Haltet Schwarz-Rot-Gold hoch

Wie alle zwei Jahre seit dem Sommermärchen 2006 agitieren während der EM wieder Multi-Kulti-Politfanatiker gegen Schwarz-Rot-Gold. Das Schwenken unserer Nationalflagge wird rundheraus als aggressiver Nationalismus verschrien.

© Matthias Kern/Getty Images
So unbekümmert ging es mal.

Fahnenphobie der Grünen Jugend und Jusos. Wie alle zwei Jahre seit dem Sommermärchen 2006 agitieren während der EM wieder Multi-Kulti-Politfanatiker gegen Schwarz-Rot-Gold. Das Schwenken unserer Nationalflagge wird rundheraus als aggressiver Nationalismus verschrien. Ja mehr noch, der öffentlichkeitsheischende Parteinachwuchs vermutet überhaupt hinter jeder patriotischen Gesinnung per se Unmoral und Fremdenfeindlichkeit.

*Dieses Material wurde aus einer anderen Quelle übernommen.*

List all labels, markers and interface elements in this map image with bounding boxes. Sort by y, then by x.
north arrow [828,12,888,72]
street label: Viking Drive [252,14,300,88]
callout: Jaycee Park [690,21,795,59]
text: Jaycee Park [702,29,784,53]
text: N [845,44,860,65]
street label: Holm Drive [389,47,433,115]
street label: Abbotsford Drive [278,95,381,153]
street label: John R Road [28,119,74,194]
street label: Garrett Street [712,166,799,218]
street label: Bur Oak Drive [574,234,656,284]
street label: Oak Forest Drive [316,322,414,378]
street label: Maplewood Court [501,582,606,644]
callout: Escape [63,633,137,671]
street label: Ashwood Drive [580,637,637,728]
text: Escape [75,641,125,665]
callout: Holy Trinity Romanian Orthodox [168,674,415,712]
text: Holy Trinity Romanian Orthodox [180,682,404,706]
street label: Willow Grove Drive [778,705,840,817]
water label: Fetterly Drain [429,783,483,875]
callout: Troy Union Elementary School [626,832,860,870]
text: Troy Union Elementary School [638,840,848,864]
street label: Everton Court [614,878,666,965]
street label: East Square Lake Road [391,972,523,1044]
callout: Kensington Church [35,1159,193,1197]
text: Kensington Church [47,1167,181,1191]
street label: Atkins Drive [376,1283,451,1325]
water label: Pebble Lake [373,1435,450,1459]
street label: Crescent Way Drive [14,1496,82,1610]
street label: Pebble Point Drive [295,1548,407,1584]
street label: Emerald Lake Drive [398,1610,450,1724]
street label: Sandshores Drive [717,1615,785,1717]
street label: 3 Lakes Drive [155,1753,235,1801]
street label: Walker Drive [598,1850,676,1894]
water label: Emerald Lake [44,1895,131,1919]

Angefangen hat wohl dieses Mal die Grüne Jugend in Rheinland-Pfalz mit „Fahne runter“-Posts auf Facebook Ende letzter Woche. Gegenüber SPIEGEL ONLINE hat dann die Bundessprecherin der Grünen Jugend, Jamila Schäfer, diese Kampagne eingehend gerechtfertigt: „Mit der Begeisterung für Deutschland ist nun mal häufig nicht nur die Begeisterung für das Team gemeint, sondern auch für das Vaterland. Wir halten aber nationale Gemeinschaftsgefühle grundsätzlich für gefährlich. […] Wir fragen uns einfach, warum man überhaupt auf etwas wie die Nation stolz sein muss.“

gruene jugend rp_fahnen runter

Für eine Partei, die schon Regierungsverantwortung für dieses Land hatte und wieder anstrebt, eine doch recht bedenkliche Aussage einer Spitzenfunktionärin. Was ist denn, wenn einem dieser heutigen Heißsporne einmal der Amtseid abverlangt wird?: „Ich schwöre, dass ich meine Kraft dem Wohle des deutschen Volkes widmen, seinen Nutzen mehren, Schaden von ihm wenden, das Grundgesetz und die Gesetze des Bundes wahren und verteidigen, meine Pflichten gewissenhaft erfüllen und Gerechtigkeit gegen jedermann üben werde.“ Ob sich das ohne Sinn für ein nationales Gemeinschaftsgefühl bewerkstelligen lässt?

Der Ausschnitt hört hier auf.